But there are, of course, exceptions, and three cases from the southwest of Scotland are exceptional, vigorous and unpleasant manifestations of what is often called poltergeist activity. That is, the movement of objects, noises, fire raising and much else.
These cases come from the seventeenth century, a turbulent time of religious conflict, which may explain the violence of the hauntings. They were also recorded by men who had some motive in exaggerating the events, partly religious by ministers hoping to convince their congregations of the reality of evil, partly financial by the publishers of pamphlets wanting to sell more copies.
The first case concerns Ring Croft of Stocking, a farm which once stood just to the west of the village of Auchencairn in the old county of Kirkcudbrightshire, near the present Collin Farm. The farm was occupied by Andrew Mackie, a mason and farmer, and his family in 1695.
An account of the haunting was made by the local minister, Alexander Telfair, and was issued in pamphlet form under the title: ‘A True Relation of an Apparition, Expressions and Actings of a Spirit, which infested the house of Andrew Mackie in Ringcroft of Stocking, in the paroch [parish] of Rerrick, in the Stewarty of Kirkcudbright’.
The events were attested to by fifteen witnesses, including Telfair, as well as five other ministers, who all signed the original document.
The episode started in February, rather mischievously. On consecutive mornings Mackie found that his beasts had been freed from their tethers in the byre, despite tying them up carefully the previous evening – and using stronger tethers. Mackie moved the animals from the byre but then found one of the beasts tied tightly to a beam of his house. A few days later Mackie discovered a stack of peats had been piled into the middle of the dwelling and had then had been lit, although he managed to extinguish it before any damage was done. There was no obvious explanation for these odd occurrences.

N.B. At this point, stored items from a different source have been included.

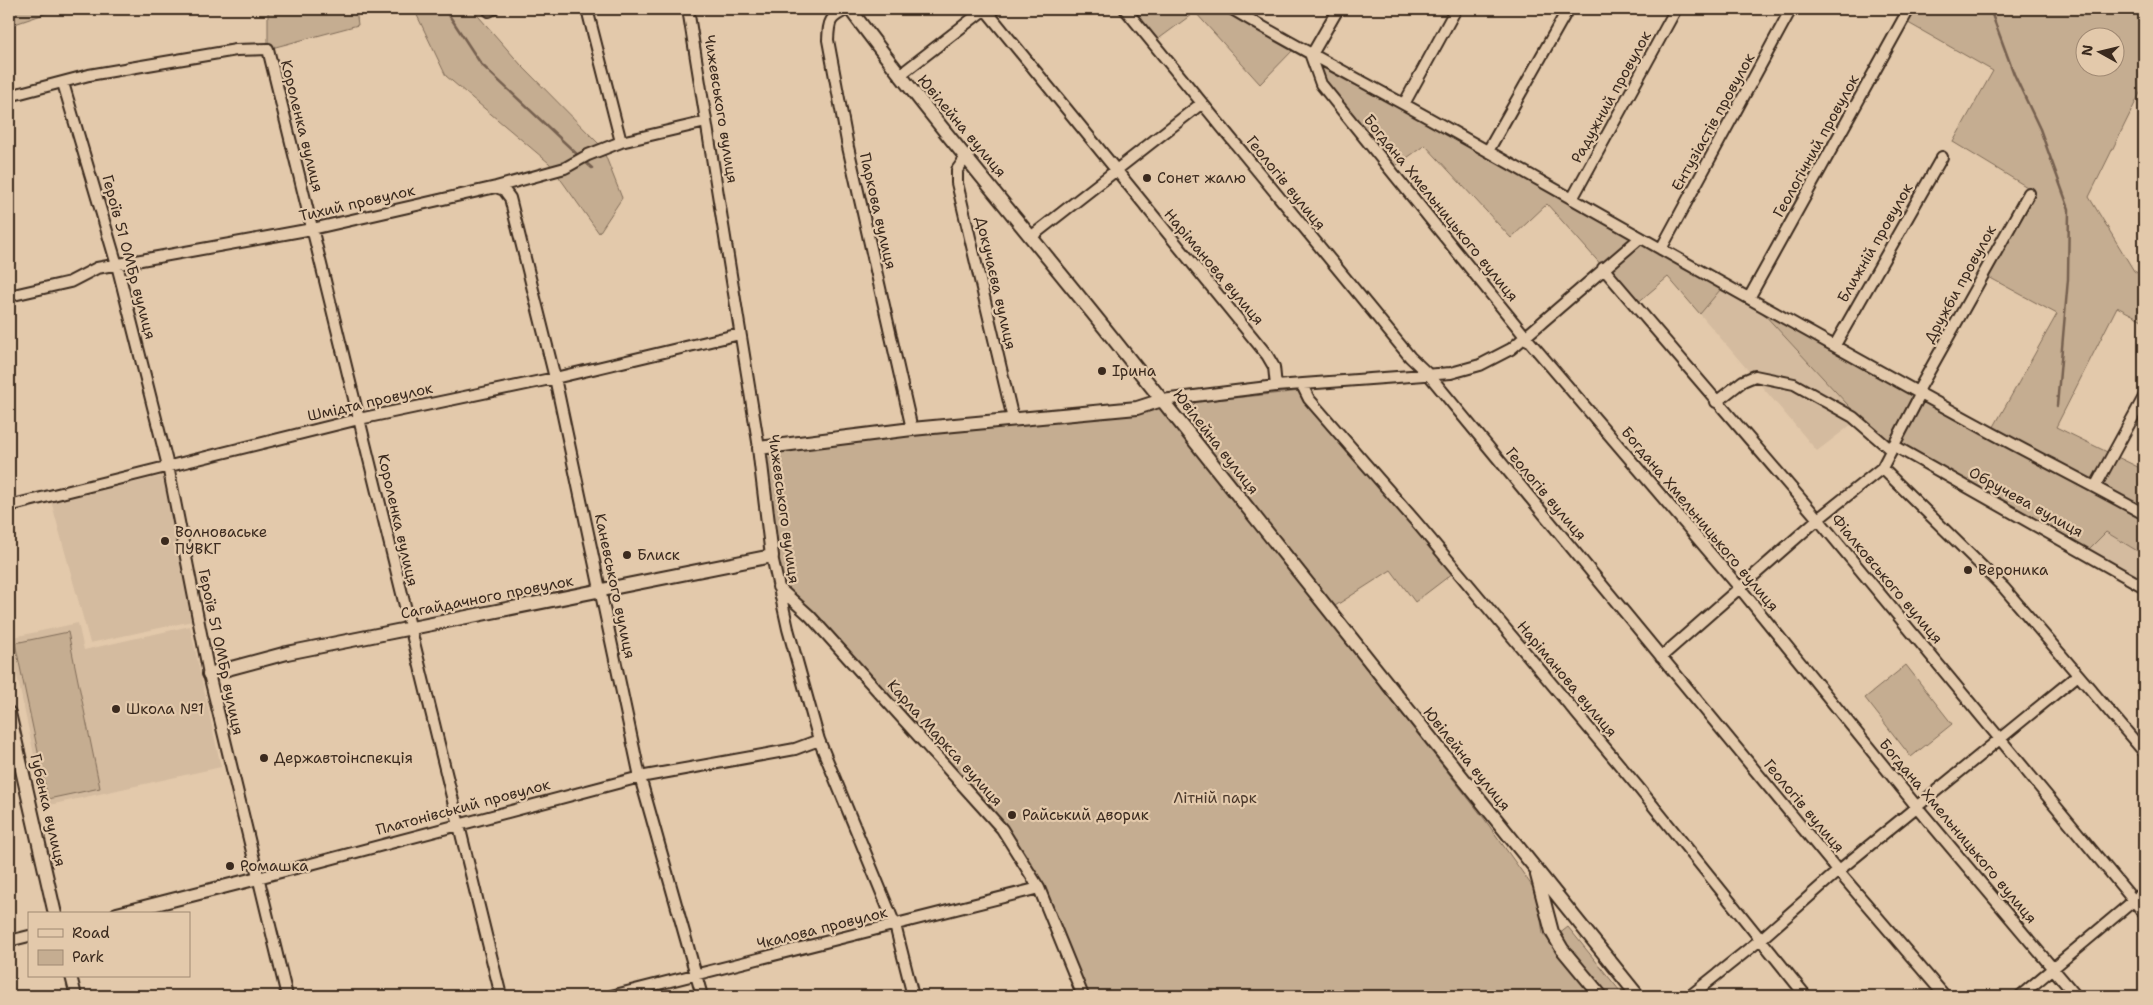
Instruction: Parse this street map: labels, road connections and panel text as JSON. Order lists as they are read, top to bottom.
{
  "streets": {
    "street": [
      "Радужний провулок",
      "Чижевського вулиця",
      "Ентузіастів провулок",
      "Короленка вулиця",
      "Ювілейна вулиця",
      "Геологічний провулок",
      "Геологів вулиця",
      "Тихий провулок",
      "Богдана Хмельницького вулиця",
      "Паркова вулиця",
      "Ближній провулок",
      "Героїв 51 ОМБр вулиця",
      "Наріманова вулиця",
      "Докучаєва вулиця",
      "Дружби провулок",
      "Шмідта провулок",
      "Обручева вулиця",
      "Фіалковського вулиця",
      "Каневського вулиця",
      "Сагайдачного провулок",
      "Карла Маркса вулиця",
      "Платонівський провулок",
      "Губенка вулиця",
      "Чкалова провулок"
    ]
  },
  "crossings": [
    ["Чижевського вулиця", "Тихий провулок"],
    ["Чижевського вулиця", "Шмідта провулок"],
    ["Чижевського вулиця", "Сагайдачного провулок"],
    ["Чижевського вулиця", "Карла Маркса вулиця"],
    ["Чижевського вулиця", "Платонівський провулок"],
    ["Чижевського вулиця", "Чкалова провулок"],
    ["Короленка вулиця", "Тихий провулок"],
    ["Короленка вулиця", "Героїв 51 ОМБр вулиця"],
    ["Короленка вулиця", "Шмідта провулок"],
    ["Короленка вулиця", "Сагайдачного провулок"],
    ["Короленка вулиця", "Платонівський провулок"],
    ["Ювілейна вулиця", "Паркова вулиця"],
    ["Ювілейна вулиця", "Докучаєва вулиця"],
    ["Тихий провулок", "Героїв 51 ОМБр вулиця"],
    ["Тихий провулок", "Каневського вулиця"],
    ["Героїв 51 ОМБр вулиця", "Шмідта провулок"],
    ["Героїв 51 ОМБр вулиця", "Сагайдачного провулок"],
    ["Героїв 51 ОМБр вулиця", "Платонівський провулок"],
    ["Дружби провулок", "Обручева вулиця"],
    ["Шмідта провулок", "Каневського вулиця"],
    ["Обручева вулиця", "Фіалковського вулиця"],
    ["Каневського вулиця", "Сагайдачного провулок"],
    ["Каневського вулиця", "Платонівський провулок"],
    ["Каневського вулиця", "Чкалова провулок"],
    ["Карла Маркса вулиця", "Чкалова провулок"]
  ],
  "parks": ["Літній парк"],
  "places": [
    "Сонет жалю",
    "Ірина",
    "Волноваське ПУВКГ",
    "Блиск",
    "Вероника",
    "Школа №1",
    "Державтоінспекція",
    "Райський дворик",
    "Ромашка"
  ],
  "legend": ["Road", "Park"],
  "north": "left"
}
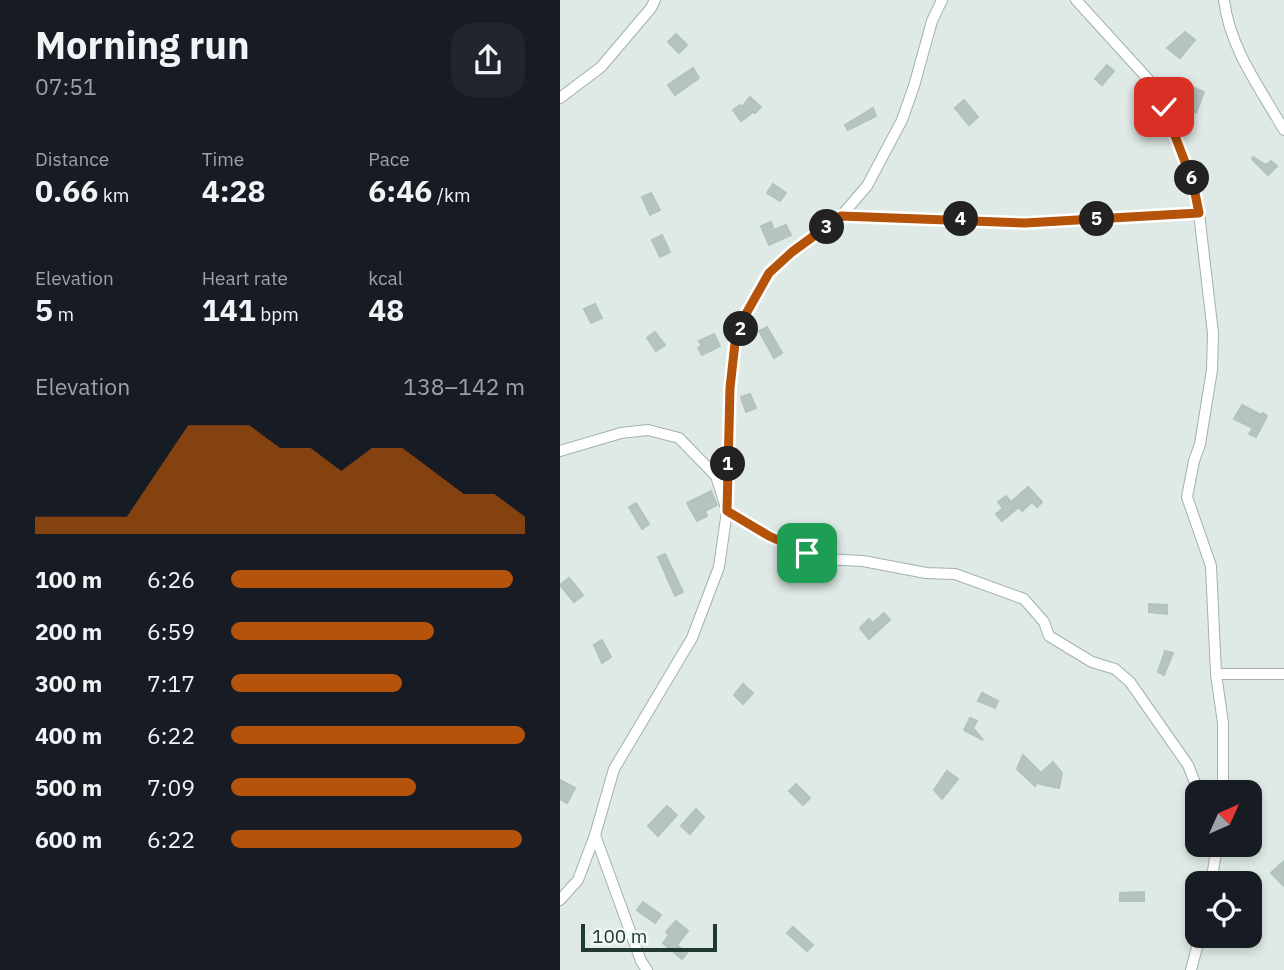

Manifestations then began to escalate. From the 7th of March that year, stones were thrown at the family as they dwelt in the house, although it was impossible to determine from where these came. This was worse at night and continued for four days. On the 11th of March, while the adults were out working, the children returned to the farm to find what they thought was a shrouded figure sitting by the fire; when they removed the blanket they found only an upturned stool.
Items then went missing and the stone throwing began again, being especially bad on a Sunday. Those praying were particularly targeted.
Mackie asked the minister, Alexander Telfair, to intervene. Telfair questioned Mackie and his family regarding anything that they might have done to have angered anyone, alive or dead, but it seems that Mackie was an upright fellow and no explanation could be found. When the minister was at the farm, nothing happened until he left the house and the stone throwing began again. He went into pray and was struck himself, but then disturbances ceased until the next Sunday.
The missiles became heavier (although injuries sustained were slighter than might be expected from the weight of the stones) and the bombardment went on for nearly three days. Telfair and some of Mackie’s neighbours came to pray, but the minister was struck repeatedly by rocks and was also hit on the back. Knocking was heard and the side of a box-bed was torn off. Telfair reported seeing ‘a little white Hand and Arm from the elbow down, but presently it vanished’.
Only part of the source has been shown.